Oil marketers believed they had a total of 61 million litres of jet fuel, only to learn that the Kenya Pipeline Company (KPC) only had 10.5 million litres in its stocks. There is simply no clear explanation about the whereabouts of the fuel. It is what it is - a mystery. What is of no doubt however is that there is massive siphoning of fuel taking place.
Oil marketers are searching for answers from KPC. They have since written a letter addressed to the acting KPC managing director Hudson Andambi, in a quest for the truth.
"The (51 million litres) variance of our DPK/Jet stocks in the KPC system requires an explanation from KPC as we have already imported this stock and discharged it into the KPC system, and the same confirmed in your records," the letter read.
"Why are we being asked to buy more fuel when we had enough stock?"

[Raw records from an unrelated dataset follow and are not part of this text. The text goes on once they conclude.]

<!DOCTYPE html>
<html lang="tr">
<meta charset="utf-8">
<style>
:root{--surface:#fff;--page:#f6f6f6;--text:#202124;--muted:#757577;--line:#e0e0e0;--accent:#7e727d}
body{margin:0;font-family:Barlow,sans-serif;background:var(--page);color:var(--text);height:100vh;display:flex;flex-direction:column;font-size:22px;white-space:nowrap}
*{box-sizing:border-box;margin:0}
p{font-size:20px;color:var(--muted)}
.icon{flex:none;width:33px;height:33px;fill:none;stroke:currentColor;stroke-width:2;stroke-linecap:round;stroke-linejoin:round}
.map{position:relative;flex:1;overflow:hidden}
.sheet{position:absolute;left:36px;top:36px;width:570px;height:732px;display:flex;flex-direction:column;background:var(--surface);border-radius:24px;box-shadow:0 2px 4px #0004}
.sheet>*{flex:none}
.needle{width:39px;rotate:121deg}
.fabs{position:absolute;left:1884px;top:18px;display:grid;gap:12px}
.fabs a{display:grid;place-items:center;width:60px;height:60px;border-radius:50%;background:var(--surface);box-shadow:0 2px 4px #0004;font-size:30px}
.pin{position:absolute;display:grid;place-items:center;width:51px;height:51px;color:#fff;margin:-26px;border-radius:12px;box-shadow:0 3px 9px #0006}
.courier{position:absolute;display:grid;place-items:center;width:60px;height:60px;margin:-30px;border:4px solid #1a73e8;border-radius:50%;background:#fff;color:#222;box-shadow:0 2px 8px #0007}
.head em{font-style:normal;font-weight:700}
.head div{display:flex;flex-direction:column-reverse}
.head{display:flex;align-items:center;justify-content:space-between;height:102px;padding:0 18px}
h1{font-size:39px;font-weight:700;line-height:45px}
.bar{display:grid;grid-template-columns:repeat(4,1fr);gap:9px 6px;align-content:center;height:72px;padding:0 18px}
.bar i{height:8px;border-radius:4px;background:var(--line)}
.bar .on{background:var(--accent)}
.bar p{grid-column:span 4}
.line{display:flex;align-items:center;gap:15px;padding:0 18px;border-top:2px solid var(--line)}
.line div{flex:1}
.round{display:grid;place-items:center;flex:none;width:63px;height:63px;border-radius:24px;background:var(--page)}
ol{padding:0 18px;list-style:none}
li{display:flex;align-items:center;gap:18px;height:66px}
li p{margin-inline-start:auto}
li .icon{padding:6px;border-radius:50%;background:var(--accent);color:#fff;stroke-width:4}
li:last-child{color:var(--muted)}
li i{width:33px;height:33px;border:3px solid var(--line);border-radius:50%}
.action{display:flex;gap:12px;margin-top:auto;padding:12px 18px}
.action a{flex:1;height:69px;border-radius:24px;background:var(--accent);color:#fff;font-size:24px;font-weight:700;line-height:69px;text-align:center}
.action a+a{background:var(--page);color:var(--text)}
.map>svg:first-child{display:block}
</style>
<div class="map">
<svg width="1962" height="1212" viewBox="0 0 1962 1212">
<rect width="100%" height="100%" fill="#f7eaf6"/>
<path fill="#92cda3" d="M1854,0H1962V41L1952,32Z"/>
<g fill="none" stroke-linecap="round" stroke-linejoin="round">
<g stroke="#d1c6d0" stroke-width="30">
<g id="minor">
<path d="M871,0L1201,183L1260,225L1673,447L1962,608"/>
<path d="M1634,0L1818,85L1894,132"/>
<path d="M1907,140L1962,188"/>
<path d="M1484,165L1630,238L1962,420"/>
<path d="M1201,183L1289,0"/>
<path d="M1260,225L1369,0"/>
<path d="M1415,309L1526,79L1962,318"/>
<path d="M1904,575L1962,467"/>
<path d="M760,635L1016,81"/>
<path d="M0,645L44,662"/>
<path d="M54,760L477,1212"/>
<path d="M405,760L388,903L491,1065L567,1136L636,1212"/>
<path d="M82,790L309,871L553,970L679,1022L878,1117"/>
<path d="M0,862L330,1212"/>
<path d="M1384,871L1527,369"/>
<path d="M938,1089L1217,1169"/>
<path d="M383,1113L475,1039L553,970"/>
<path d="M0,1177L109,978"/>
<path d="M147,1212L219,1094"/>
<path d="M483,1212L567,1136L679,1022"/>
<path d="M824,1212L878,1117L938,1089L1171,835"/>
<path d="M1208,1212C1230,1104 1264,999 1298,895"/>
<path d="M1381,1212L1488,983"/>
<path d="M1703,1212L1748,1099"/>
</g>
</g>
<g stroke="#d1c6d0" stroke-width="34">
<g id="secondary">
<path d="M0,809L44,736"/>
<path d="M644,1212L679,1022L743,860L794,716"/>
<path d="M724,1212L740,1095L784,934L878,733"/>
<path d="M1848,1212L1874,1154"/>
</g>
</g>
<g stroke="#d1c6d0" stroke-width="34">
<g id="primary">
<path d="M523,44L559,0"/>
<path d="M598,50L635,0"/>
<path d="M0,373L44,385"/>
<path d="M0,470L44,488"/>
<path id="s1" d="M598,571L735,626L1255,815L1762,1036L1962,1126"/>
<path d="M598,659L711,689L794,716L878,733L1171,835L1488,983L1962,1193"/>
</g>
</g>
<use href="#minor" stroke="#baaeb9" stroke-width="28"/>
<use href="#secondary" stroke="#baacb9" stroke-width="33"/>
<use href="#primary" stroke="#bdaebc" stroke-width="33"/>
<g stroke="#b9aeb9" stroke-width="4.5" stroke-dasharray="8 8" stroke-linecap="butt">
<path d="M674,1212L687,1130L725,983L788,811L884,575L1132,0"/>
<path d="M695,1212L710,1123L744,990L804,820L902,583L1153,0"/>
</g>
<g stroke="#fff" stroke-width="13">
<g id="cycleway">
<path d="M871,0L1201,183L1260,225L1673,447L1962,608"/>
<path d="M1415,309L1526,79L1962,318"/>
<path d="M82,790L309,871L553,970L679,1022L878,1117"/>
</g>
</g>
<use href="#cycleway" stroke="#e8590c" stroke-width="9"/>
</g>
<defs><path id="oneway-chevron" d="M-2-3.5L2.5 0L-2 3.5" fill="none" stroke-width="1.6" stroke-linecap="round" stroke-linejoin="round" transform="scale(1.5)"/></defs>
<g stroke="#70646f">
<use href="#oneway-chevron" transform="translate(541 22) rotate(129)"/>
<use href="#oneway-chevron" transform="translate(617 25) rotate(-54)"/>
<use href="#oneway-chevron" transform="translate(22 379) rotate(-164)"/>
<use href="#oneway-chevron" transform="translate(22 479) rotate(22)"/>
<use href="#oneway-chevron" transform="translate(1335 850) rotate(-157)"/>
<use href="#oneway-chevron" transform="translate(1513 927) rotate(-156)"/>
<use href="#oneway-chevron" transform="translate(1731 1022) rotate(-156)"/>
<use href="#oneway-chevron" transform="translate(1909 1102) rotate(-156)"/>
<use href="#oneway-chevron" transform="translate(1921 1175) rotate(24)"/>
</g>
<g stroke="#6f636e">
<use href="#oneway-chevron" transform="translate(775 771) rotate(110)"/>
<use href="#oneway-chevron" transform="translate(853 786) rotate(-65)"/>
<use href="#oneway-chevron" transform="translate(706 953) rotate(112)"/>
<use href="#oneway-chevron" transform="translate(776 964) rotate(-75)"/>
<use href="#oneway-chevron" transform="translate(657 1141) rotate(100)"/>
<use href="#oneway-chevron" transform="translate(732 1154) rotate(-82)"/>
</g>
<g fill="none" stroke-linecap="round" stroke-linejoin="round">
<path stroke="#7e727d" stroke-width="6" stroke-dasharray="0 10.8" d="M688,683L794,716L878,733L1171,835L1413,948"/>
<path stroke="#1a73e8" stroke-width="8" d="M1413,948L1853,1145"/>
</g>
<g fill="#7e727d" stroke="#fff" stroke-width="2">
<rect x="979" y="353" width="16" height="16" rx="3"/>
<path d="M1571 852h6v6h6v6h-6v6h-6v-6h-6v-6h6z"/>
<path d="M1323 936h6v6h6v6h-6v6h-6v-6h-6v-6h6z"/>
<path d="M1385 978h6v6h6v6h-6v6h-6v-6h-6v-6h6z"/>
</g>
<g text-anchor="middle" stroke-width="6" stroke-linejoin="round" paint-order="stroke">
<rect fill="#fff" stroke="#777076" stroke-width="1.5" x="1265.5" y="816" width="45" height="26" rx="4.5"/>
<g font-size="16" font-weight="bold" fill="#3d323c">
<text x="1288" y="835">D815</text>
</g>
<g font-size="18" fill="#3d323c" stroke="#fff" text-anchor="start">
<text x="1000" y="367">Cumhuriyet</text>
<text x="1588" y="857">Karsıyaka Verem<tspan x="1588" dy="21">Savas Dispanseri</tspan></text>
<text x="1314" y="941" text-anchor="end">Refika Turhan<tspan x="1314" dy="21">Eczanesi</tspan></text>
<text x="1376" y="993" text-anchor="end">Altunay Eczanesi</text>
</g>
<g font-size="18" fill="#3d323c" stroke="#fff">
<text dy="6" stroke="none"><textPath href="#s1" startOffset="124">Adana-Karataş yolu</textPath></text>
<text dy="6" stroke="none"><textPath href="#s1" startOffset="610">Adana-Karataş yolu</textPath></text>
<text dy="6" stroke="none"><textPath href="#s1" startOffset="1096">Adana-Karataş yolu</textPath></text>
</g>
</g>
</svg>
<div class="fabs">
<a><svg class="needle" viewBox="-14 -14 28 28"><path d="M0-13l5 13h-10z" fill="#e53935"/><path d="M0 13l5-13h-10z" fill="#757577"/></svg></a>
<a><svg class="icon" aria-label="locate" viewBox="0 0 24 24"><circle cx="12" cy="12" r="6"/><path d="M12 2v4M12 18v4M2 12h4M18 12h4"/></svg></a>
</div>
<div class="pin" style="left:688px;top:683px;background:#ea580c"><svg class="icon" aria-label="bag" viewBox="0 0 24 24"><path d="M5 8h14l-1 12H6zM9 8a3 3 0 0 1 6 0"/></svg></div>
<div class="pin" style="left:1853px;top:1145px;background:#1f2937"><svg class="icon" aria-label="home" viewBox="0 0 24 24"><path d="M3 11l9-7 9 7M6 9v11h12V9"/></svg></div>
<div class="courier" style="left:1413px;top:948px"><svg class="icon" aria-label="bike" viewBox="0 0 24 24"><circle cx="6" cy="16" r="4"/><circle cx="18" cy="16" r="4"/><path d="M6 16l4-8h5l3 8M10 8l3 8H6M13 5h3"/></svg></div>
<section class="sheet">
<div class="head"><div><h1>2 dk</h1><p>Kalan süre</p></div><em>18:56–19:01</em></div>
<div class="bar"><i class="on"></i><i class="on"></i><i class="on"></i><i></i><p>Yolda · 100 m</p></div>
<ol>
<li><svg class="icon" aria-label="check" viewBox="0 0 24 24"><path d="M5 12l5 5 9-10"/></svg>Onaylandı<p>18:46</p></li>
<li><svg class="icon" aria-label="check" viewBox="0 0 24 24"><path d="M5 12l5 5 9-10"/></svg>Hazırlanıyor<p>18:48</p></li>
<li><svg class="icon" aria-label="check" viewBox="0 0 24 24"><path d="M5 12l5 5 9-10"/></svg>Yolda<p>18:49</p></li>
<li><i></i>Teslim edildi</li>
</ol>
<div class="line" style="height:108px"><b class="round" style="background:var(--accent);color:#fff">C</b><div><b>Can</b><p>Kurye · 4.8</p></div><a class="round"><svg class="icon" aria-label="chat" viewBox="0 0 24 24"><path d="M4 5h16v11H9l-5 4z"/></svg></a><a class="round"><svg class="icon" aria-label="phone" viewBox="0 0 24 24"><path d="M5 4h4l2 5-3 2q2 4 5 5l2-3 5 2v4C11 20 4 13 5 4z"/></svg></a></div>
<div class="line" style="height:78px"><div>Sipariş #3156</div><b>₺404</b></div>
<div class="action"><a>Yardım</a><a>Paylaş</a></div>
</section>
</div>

The siphoning of fuel at KPC has been conspicuous really. But each time they have dodged scrutiny by accounting the lost fuel in their books as "spillage." They have been on the spotlight for quite some time now. This "spillage" paid either by "insurance companies or passed onto consumers through a racket that involved the Energy Regulatory Commission."
There is a shadowy syndicate operating at KPC, and oil marketers have had enough now. KPC say that they welcome forensic audits.
"This is precisely why we welcomed the request for a forensic audit," Mr John Ngumi, the chairman of KPC, said.
"We have had a historical problem with jet oil losses at the pump station at the airport, and also because of the adulteration ... we believe we have cracked the JKIA problem."
Much of the missing fuel is just reported as spillage or theft. It raises alarm, and creates bad conditions for the aviation industry in Kenya.
It is believed that the missing fuel has been sold to adulterate petrol. The scandal has caused disagreements within the company's board and has resulted in Joe Sang (then Managing Director) to be booted out. Other senior managers were also shown the exit door.
Joe Sang faced criminal charges, but it now appears that KPC is deeply rotten more than anyone can think.
Where are the millions of jet fuel going? Who is benefiting from this scandal? It is beyond any reasonable doubt that it is imperative to have more and more forensic audits at KPC.